Immigration scheme set up for EU citizens going to the UK in event of no-deal Brexit

This will allow EU citizens to apply for three-year visas to the UK.

THE BRITISH GOVERNMENT has announced a three-year immigration scheme for most European citizens coming to the UK in the event of a no-deal Brexit. 

The move put forward earlier today was aimed at reassuring businesses that they will still be able to recruit staff from other countries. 

The new policy will allow immigrants and their close family members from the European Economic Area (EEA) – which is comprised of EU nations, Iceland, Liechtenstein and Norway – and Switzerland to apply to live and work in the UK for up to three years.

The British interior ministry has said the move signalled “the end of free movement in its current form” from EEA member states. It will run until the end of 2020

“Citizens of those states moving to the UK after we have left the EU and up until the end of 2020 will be able to obtain a temporary immigration status lasting three years,” it said in a statement. 

“This will give businesses certainty that they will be able to recruit and retain staff after Brexit.”

The ministry said Europeans could still visit the UK on short trips after Brexit without applying for the scheme.

It added “a tougher criminality threshold” would also be applied post-Brexit for Europeans citizens “in order to keep out and deport those who commit crimes”.

Applications for new three-year stays, which will open after Britain has left the EU, will involve “a simple online process” involving identity, security and criminality checks, according to the interior ministry.
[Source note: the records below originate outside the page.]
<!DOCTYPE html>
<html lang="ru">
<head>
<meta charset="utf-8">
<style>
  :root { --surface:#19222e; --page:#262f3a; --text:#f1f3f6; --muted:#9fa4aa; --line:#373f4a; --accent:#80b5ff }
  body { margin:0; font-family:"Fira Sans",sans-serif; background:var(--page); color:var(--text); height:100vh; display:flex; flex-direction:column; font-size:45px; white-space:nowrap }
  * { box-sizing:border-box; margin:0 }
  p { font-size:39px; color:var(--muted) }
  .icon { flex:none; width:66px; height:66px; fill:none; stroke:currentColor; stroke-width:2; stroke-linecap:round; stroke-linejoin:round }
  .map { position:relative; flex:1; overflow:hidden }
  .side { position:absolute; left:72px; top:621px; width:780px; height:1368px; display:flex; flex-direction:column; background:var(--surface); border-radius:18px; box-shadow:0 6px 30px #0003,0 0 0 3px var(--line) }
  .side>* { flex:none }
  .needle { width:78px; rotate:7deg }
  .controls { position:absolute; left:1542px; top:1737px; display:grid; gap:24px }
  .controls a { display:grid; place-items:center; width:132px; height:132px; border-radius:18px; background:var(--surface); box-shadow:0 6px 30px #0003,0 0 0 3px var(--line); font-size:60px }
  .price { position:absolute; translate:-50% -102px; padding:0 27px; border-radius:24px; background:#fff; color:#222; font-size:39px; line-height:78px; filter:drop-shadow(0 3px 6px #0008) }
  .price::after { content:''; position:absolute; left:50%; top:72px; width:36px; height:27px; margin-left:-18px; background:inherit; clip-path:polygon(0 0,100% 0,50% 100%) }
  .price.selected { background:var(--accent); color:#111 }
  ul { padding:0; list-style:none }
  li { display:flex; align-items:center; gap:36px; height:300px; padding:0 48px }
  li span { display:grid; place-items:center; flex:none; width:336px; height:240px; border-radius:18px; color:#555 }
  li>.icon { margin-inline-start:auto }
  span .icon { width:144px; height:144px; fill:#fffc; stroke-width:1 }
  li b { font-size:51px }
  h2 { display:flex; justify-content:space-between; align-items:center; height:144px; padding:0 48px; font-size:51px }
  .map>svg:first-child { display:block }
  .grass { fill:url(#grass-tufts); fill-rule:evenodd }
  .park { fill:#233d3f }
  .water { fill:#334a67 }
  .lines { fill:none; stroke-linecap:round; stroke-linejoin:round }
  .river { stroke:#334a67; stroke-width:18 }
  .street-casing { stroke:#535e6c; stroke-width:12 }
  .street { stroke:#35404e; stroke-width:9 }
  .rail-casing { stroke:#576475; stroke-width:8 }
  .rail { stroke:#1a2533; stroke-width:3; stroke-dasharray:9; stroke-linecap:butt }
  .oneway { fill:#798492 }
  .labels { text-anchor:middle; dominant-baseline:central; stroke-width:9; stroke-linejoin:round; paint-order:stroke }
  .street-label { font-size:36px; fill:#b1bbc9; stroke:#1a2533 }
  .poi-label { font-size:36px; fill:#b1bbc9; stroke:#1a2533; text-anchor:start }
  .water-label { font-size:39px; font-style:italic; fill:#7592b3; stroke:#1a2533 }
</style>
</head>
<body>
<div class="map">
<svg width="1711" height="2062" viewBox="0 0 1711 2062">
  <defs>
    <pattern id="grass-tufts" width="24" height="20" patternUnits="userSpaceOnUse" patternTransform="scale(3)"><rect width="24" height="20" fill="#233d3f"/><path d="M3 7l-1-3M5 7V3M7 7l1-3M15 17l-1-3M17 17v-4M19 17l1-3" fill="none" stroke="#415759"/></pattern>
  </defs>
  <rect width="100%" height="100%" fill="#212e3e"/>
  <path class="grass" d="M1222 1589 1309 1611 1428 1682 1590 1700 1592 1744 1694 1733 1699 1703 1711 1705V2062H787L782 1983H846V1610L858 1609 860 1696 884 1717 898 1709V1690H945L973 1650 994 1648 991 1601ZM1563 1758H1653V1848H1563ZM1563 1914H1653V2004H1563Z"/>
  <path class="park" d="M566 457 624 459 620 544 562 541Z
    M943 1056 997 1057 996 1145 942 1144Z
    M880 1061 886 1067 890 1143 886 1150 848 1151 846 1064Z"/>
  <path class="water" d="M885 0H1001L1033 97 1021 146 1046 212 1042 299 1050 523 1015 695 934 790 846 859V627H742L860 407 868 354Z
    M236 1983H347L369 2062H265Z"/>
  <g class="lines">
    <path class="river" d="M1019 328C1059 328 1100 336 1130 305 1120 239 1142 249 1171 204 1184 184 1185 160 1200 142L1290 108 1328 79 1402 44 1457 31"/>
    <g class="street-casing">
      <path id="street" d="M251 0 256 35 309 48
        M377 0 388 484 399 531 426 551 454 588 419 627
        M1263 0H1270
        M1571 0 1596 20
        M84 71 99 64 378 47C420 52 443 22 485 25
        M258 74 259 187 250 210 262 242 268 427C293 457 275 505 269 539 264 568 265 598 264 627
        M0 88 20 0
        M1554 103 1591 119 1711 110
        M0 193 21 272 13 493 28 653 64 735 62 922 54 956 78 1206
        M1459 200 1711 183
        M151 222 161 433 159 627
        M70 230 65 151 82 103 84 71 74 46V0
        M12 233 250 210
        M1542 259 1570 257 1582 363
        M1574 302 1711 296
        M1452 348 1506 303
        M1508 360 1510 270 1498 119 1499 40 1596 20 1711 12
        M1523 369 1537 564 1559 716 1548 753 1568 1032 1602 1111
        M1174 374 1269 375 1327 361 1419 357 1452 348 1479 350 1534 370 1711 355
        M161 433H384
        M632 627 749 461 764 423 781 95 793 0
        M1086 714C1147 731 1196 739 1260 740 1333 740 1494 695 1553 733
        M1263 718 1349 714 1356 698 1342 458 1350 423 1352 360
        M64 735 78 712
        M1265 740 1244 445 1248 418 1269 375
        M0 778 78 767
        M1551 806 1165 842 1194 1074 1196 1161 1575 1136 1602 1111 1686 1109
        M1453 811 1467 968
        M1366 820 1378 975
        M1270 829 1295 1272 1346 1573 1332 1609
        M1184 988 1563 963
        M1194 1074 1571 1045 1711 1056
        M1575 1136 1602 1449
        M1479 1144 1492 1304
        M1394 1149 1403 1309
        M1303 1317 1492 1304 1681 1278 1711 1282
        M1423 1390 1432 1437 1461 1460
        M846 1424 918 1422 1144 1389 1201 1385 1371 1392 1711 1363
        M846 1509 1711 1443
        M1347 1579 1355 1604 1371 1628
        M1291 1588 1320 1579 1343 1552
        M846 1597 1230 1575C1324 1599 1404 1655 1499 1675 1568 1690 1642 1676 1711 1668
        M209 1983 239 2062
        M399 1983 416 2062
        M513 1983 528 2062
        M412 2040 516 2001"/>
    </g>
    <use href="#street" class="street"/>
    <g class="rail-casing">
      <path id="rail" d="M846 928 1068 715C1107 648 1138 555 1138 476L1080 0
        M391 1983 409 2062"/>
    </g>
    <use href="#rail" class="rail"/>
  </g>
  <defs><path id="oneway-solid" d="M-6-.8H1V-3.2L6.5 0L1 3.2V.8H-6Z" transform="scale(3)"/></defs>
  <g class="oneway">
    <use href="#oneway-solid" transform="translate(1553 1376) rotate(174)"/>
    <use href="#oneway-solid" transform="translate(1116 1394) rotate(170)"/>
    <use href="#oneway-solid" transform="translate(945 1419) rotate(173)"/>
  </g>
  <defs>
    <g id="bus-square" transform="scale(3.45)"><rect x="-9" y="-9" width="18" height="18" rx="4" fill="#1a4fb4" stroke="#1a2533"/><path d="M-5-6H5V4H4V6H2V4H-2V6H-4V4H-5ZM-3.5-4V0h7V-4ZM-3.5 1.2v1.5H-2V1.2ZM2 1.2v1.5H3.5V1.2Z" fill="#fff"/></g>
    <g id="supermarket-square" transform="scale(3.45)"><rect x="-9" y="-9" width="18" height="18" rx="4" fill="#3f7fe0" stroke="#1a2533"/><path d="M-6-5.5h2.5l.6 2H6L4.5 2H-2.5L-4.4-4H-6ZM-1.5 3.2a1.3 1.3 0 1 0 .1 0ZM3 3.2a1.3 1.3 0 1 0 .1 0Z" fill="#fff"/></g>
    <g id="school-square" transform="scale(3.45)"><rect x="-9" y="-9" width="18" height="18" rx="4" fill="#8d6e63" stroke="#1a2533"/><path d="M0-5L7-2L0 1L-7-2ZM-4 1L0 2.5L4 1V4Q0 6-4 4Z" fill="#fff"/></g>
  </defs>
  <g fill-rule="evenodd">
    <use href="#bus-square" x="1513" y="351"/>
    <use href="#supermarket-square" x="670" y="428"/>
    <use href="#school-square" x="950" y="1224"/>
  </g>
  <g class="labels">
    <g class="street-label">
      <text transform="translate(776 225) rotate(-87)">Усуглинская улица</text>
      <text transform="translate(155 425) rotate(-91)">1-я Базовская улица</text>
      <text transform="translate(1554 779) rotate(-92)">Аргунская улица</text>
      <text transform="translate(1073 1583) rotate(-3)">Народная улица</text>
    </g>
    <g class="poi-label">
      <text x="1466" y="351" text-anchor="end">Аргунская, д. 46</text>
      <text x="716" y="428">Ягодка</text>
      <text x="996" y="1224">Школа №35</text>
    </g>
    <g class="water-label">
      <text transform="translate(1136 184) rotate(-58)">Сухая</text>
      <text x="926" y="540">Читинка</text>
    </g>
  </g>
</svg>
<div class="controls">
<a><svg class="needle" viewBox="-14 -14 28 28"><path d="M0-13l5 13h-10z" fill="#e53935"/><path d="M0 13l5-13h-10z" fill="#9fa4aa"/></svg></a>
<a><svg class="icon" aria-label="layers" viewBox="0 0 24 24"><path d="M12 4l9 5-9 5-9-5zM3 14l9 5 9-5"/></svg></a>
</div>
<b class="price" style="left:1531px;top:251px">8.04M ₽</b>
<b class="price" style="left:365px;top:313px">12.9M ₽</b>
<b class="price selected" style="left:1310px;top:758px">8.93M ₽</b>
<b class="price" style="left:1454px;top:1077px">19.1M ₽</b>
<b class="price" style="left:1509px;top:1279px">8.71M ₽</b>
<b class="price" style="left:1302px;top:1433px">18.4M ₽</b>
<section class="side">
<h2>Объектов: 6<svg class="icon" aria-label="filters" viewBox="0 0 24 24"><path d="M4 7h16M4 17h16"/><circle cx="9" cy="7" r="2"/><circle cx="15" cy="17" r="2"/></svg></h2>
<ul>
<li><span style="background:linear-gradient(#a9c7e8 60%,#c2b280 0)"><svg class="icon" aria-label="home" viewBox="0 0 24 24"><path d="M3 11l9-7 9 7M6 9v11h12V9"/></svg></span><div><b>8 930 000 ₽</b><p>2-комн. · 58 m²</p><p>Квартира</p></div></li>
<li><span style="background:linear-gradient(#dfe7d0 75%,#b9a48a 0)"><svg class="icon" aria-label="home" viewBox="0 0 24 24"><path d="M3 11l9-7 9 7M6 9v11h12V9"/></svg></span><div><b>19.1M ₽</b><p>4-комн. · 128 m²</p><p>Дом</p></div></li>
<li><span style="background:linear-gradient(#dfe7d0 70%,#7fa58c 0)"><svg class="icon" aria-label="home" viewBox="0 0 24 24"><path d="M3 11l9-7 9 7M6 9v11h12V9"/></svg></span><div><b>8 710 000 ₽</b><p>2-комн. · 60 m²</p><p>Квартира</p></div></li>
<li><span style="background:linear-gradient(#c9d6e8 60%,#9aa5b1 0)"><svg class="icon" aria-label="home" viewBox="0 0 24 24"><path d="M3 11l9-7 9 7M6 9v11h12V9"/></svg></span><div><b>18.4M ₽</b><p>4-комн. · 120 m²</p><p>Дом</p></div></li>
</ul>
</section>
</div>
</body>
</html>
Newly-arrived European citizens who want to stay after their temporary status expires will need to apply under a new skills-based immigration system that Johnson’s government is planning, it said.

“Introducing tougher checks and ending free movement as it currently stands will allow us to take the first, historic steps towards taking back control of our borders,” interior minister Priti Patel said.

“In the future, we will introduce a new points-based immigration system built around the skills and talent people have – not where they are from.”

EU Citizens already living in the UK before Brexit can remain indefinitely under a separate settled status scheme which has already been launched.

More than one million people had been granted status through the scheme, according to the ministry.